[Work required]:
Show every line of the data below that includes the word "grid".

[[ Records provided open ]]

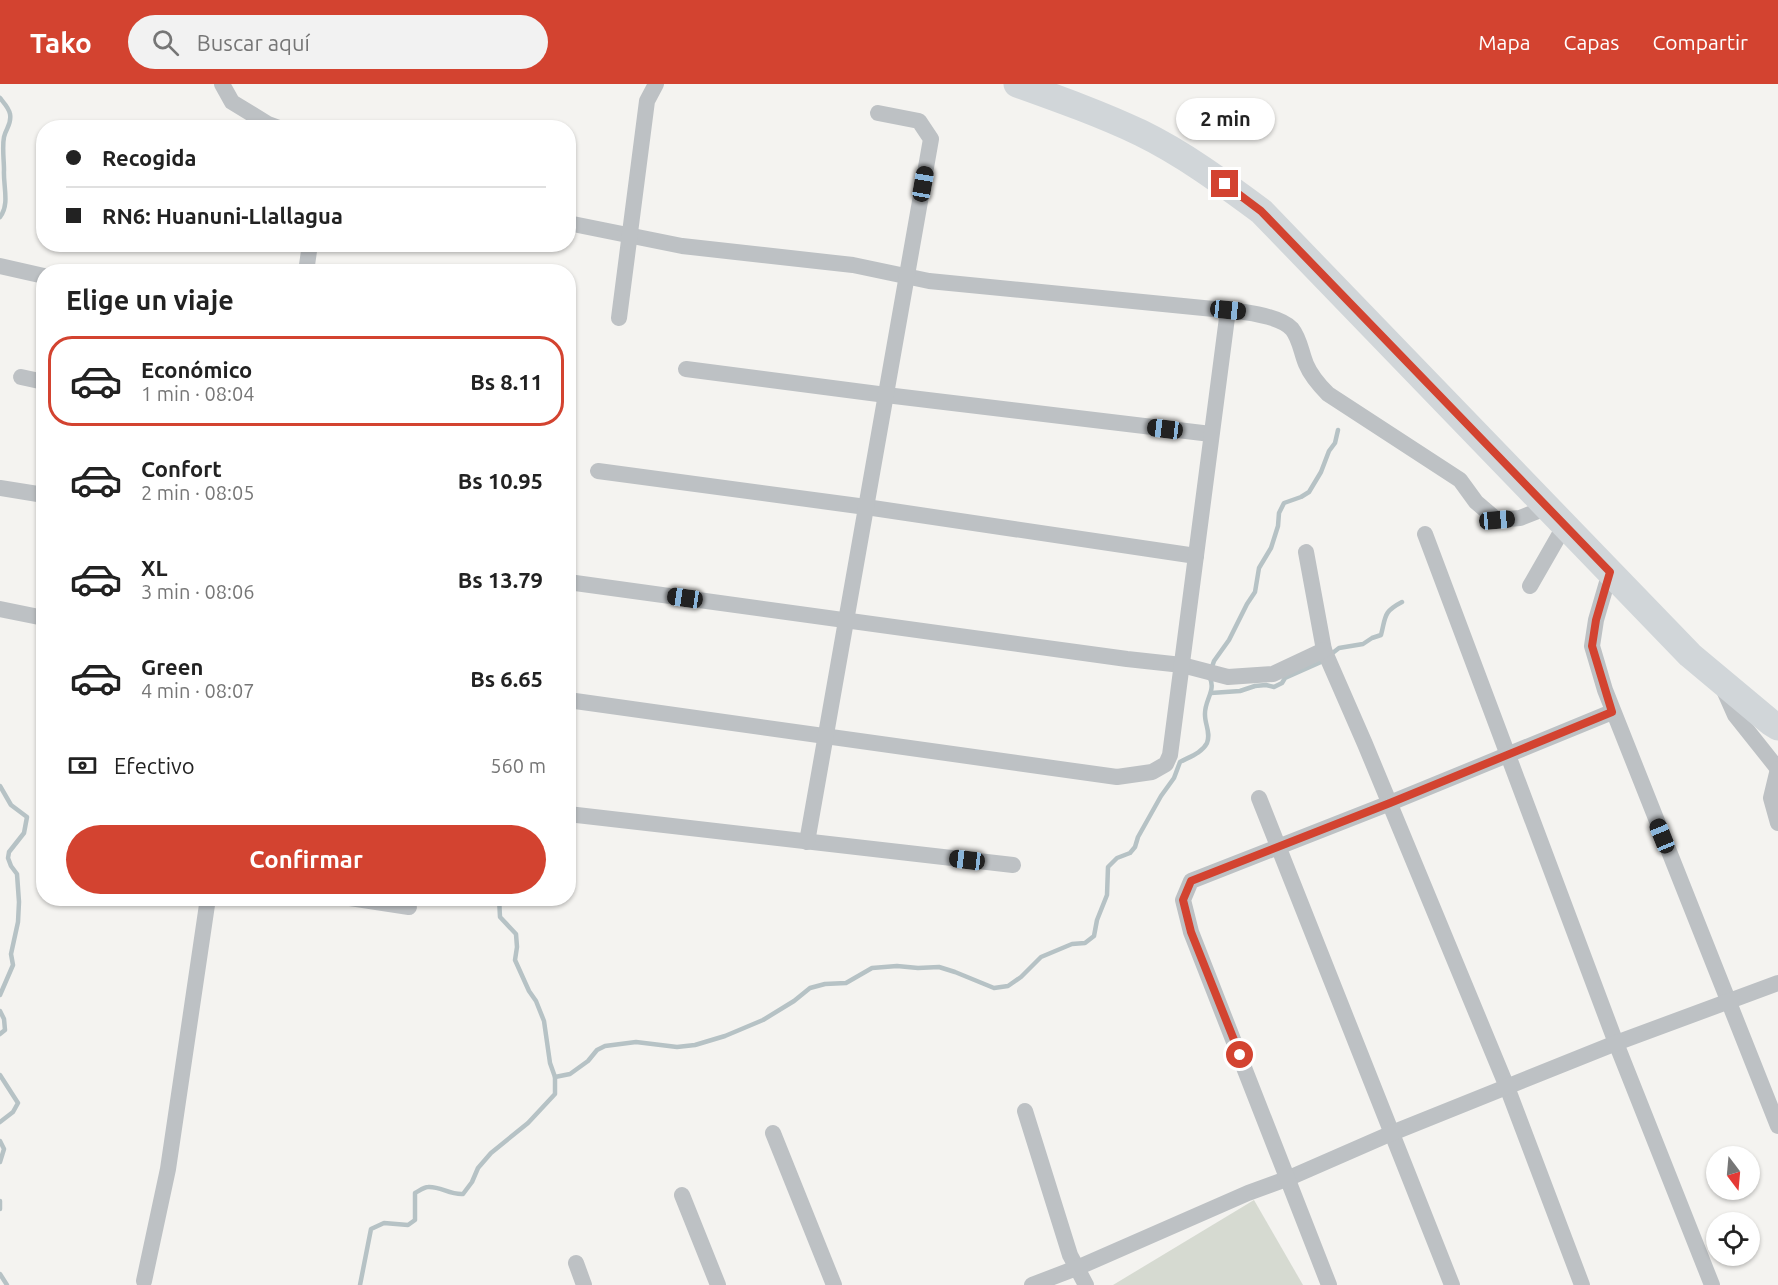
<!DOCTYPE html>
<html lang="es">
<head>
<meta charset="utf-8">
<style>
  body { margin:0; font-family:Ubuntu,sans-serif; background:#f2f2f2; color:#222; height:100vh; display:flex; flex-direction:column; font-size:22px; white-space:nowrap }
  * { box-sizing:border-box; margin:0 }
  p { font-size:20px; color:#767676 }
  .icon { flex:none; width:33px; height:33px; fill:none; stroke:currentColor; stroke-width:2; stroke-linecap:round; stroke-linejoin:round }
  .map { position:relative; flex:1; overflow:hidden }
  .details { position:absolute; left:36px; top:180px; width:540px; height:642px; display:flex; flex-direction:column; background:#fff; border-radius:24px; box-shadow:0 2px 4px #0004 }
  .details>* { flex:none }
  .guide { position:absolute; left:36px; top:36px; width:540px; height:132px; border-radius:24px; box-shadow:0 2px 4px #0004; display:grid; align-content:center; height:132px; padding:0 30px; background:#fff }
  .needle { width:39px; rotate:164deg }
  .tools { position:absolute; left:1706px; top:1062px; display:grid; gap:12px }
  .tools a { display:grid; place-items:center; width:54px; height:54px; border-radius:50%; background:#fff; box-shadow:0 2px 4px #0004; font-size:30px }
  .end { position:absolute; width:27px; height:27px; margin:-14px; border:8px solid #d34330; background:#fff; box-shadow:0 0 0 3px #fff }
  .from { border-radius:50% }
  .bubble { position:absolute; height:42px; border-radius:21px; background:#fff; box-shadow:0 2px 4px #0004; font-size:20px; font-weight:600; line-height:42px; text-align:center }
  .car { position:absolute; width:18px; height:36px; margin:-18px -9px; border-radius:8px; box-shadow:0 0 4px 2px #0007; background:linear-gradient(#222 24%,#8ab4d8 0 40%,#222 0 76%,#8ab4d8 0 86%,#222 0) }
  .guide b { display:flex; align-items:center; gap:21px; height:57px; font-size:22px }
  .guide b+b { border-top:2px solid #e0e0e0 }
  .guide i { width:15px; height:15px; background:#222 }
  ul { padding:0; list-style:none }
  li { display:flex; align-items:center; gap:18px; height:90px; margin:0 12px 9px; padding:0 18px; border:3px solid transparent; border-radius:24px }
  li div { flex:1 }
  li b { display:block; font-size:22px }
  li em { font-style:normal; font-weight:600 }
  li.on { border-color:#d34330 }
  li>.icon { width:54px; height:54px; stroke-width:1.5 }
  h2 { padding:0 30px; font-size:27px; line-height:72px }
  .pay { display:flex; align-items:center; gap:15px; height:66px; padding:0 30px; font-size:22px }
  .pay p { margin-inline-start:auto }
  .action { display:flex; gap:12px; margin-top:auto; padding:12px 30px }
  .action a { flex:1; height:69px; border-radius:36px; background:#d34330; color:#fff; font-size:24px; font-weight:600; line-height:69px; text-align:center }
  header { display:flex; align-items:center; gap:36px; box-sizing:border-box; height:84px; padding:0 30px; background:#d34330; color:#fff }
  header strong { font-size:28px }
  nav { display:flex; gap:33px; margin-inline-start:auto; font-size:21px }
  .search { width:420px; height:54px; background:#f2f2f2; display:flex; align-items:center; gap:15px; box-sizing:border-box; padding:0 21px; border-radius:33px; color:#767676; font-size:22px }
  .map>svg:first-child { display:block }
  .pitch { fill:#d6dad1 }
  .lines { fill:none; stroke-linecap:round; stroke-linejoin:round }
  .stream { stroke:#b6c2c5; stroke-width:4.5 }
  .minor { stroke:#bdc1c4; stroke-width:16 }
  .trunk { stroke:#d1d6d9; stroke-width:27 }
  .route { stroke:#d34330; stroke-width:8 }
</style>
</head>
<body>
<header>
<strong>Tako</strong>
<div class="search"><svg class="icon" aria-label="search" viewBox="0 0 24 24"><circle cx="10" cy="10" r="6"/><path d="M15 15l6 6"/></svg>Buscar aquí</div>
<nav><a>Mapa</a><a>Capas</a><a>Compartir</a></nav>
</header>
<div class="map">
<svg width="1778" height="1201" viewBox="0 0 1778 1201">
  <rect width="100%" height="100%" fill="#f4f3f0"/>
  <polygon class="pitch" points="1254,1116 1303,1201 1113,1201"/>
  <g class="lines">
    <g class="stream">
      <path d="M0,14C4,19 9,24 10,30C12,40 6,44 4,53C2,63 4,76 4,86C3,101 10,121 0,133"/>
      <polyline points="1211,586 1214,577 1229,556 1247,520 1255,508 1259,484 1271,464 1278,442 1279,429 1284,419 1301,413 1309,408 1321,388 1329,367 1335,359 1338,346"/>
      <path d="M1211,609L1240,607L1255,602L1266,601L1274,603L1282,599L1285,594L1321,578L1339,564L1363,560L1372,554L1381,551C1386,532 1383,528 1402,518"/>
      <polyline points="0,702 11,721 27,733 24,749 9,768 8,774 11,782 17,790 19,818 18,838 11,870 13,881 0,911"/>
      <polyline points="0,927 4,935 5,946 0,950"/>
      <polyline points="0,991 18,1019 13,1028 0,1038"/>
      <path d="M555,993L570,990L588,977L597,966L605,962L636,958L677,963L695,961L725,952L763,936L794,917L810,904L825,900L846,899L872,884L897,882L918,884L939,883L955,888L994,904L1008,902L1021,893L1041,873L1072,860L1085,859L1094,852L1097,836L1107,811L1108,783L1117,774L1130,769L1135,763L1138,753L1161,712L1174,694L1180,678C1189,673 1202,669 1207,659C1211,649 1205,641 1205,631C1204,617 1216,607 1210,594"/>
      <polyline points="0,1057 4,1065 0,1078"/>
      <polyline points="0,1117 0,1125"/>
      <polyline points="0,1190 7,1201"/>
      <path d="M360,1201L371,1145L384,1139L408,1141L415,1136V1109C419,1107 424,1103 428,1103C440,1102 450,1111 463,1110L472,1098L478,1084L491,1069L528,1039L555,1010V993L550,979L544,937L536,917L529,907L515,876L517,863L516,850L500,833L499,814"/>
    </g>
    <g class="minor">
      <polyline points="222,0 232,18 268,40 279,44"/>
      <path d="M568,139L682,162L853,181L929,197L1244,228C1258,230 1282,234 1292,245C1300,255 1301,268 1306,280C1311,292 1319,301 1328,310L1460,396L1476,418L1497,436L1520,434L1548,423"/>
      <polyline points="0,182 44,192"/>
      <polyline points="306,188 310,160"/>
      <polyline points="619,234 647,17 656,0"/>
      <polyline points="686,285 886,311 1211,350"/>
      <polyline points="21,293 44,298"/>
      <polyline points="598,387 866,423 1196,472"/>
      <polyline points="0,404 44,411"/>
      <polyline points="1425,450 1616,959 1712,1201"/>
      <polyline points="1306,468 1324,566 1365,660 1507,1003 1582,1201"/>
      <polyline points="1610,488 1596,536 1592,562 1605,606 1778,1042"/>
      <polyline points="568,498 1127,575 1182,581 1228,593 1273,590 1324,566"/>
      <polyline points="1530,502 1565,441"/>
      <polyline points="0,525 44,534"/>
      <polyline points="1723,604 1735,631 1778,685"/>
      <polyline points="568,616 1117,693 1152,688 1166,680 1170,671 1228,226"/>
      <polyline points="1778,685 1771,714 1778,739"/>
      <polyline points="1259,714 1452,1201"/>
      <polyline points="568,730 1013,781"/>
      <polyline points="807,758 931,55 919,37 878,29"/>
      <polyline points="350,814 409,823"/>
      <polyline points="1025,1027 1070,1171 1086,1201"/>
      <polyline points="773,1049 834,1201"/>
      <polyline points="682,1111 718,1201"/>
      <polyline points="576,1179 584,1201"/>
      <polyline points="144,1197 168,1085 208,814"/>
      <polyline points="1032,1201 1079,1183 1248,1109 1289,1094 1392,1049 1616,959 1778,899"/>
      <polyline points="1329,1201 1191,848 1183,816 1191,797 1390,719 1612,628"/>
    </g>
    <path class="trunk" d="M1017,0C1059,15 1101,30 1141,49C1184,70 1223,99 1261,127L1690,571L1770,638L1778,643"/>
  </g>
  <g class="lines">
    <polyline class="route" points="1225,100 1261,127 1610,488 1596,536 1592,562 1612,628 1390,719 1191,797 1183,816 1191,848 1240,971"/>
  </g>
</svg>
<div class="tools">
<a><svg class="needle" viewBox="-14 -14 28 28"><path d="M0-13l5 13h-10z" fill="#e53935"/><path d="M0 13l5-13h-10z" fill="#767676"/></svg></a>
<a><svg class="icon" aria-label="locate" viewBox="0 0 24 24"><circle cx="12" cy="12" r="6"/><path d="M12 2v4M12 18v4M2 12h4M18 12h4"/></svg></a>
</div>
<i class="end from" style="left:1240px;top:971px"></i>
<i class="end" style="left:1225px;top:100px"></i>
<div class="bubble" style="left:1176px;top:14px;width:99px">2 min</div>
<i class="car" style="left:923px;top:100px;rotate:10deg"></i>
<i class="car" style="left:1228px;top:226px;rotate:96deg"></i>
<i class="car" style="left:1165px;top:345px;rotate:277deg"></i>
<i class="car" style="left:1497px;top:436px;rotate:85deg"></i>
<i class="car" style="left:685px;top:514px;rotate:278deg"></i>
<i class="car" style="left:1662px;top:752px;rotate:338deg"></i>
<i class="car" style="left:967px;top:776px;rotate:277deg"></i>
<div class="guide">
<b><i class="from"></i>Recogida</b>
<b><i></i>RN6: Huanuni-Llallagua</b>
</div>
<section class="details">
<h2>Elige un viaje</h2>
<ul>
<li class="on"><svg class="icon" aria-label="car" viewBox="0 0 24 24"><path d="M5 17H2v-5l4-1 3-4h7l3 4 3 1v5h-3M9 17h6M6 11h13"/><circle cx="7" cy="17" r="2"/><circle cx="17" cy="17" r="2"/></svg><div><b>Económico</b><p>1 min · 08:04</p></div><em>Bs 8.11</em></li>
<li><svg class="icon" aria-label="car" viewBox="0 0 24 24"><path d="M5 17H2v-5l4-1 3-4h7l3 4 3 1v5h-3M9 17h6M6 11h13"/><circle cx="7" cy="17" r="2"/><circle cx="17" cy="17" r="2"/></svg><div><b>Confort</b><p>2 min · 08:05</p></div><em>Bs 10.95</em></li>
<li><svg class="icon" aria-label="car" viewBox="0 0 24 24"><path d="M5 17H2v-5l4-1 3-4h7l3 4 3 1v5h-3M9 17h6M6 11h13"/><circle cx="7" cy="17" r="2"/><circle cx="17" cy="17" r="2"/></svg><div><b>XL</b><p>3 min · 08:06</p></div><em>Bs 13.79</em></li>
<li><svg class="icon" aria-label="car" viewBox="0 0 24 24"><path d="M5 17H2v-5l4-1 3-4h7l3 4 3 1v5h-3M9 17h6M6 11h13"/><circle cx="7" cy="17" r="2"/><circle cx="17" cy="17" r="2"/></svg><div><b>Green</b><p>4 min · 08:07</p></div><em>Bs 6.65</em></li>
</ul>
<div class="pay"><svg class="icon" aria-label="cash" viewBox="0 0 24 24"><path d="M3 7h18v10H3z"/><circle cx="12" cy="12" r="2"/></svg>Efectivo<p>560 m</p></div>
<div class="action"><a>Confirmar</a></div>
</section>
</div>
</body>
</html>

[[ Records provided closed ]]

[Solution below]:
  .guide { position:absolute; left:36px; top:36px; width:540px; height:132px; border-radius:24px; box-shadow:0 2px 4px #0004; display:grid; align-content:center; height:132px; padding:0 30px; background:#fff }
  .tools { position:absolute; left:1706px; top:1062px; display:grid; gap:12px }
  .tools a { display:grid; place-items:center; width:54px; height:54px; border-radius:50%; background:#fff; box-shadow:0 2px 4px #0004; font-size:30px }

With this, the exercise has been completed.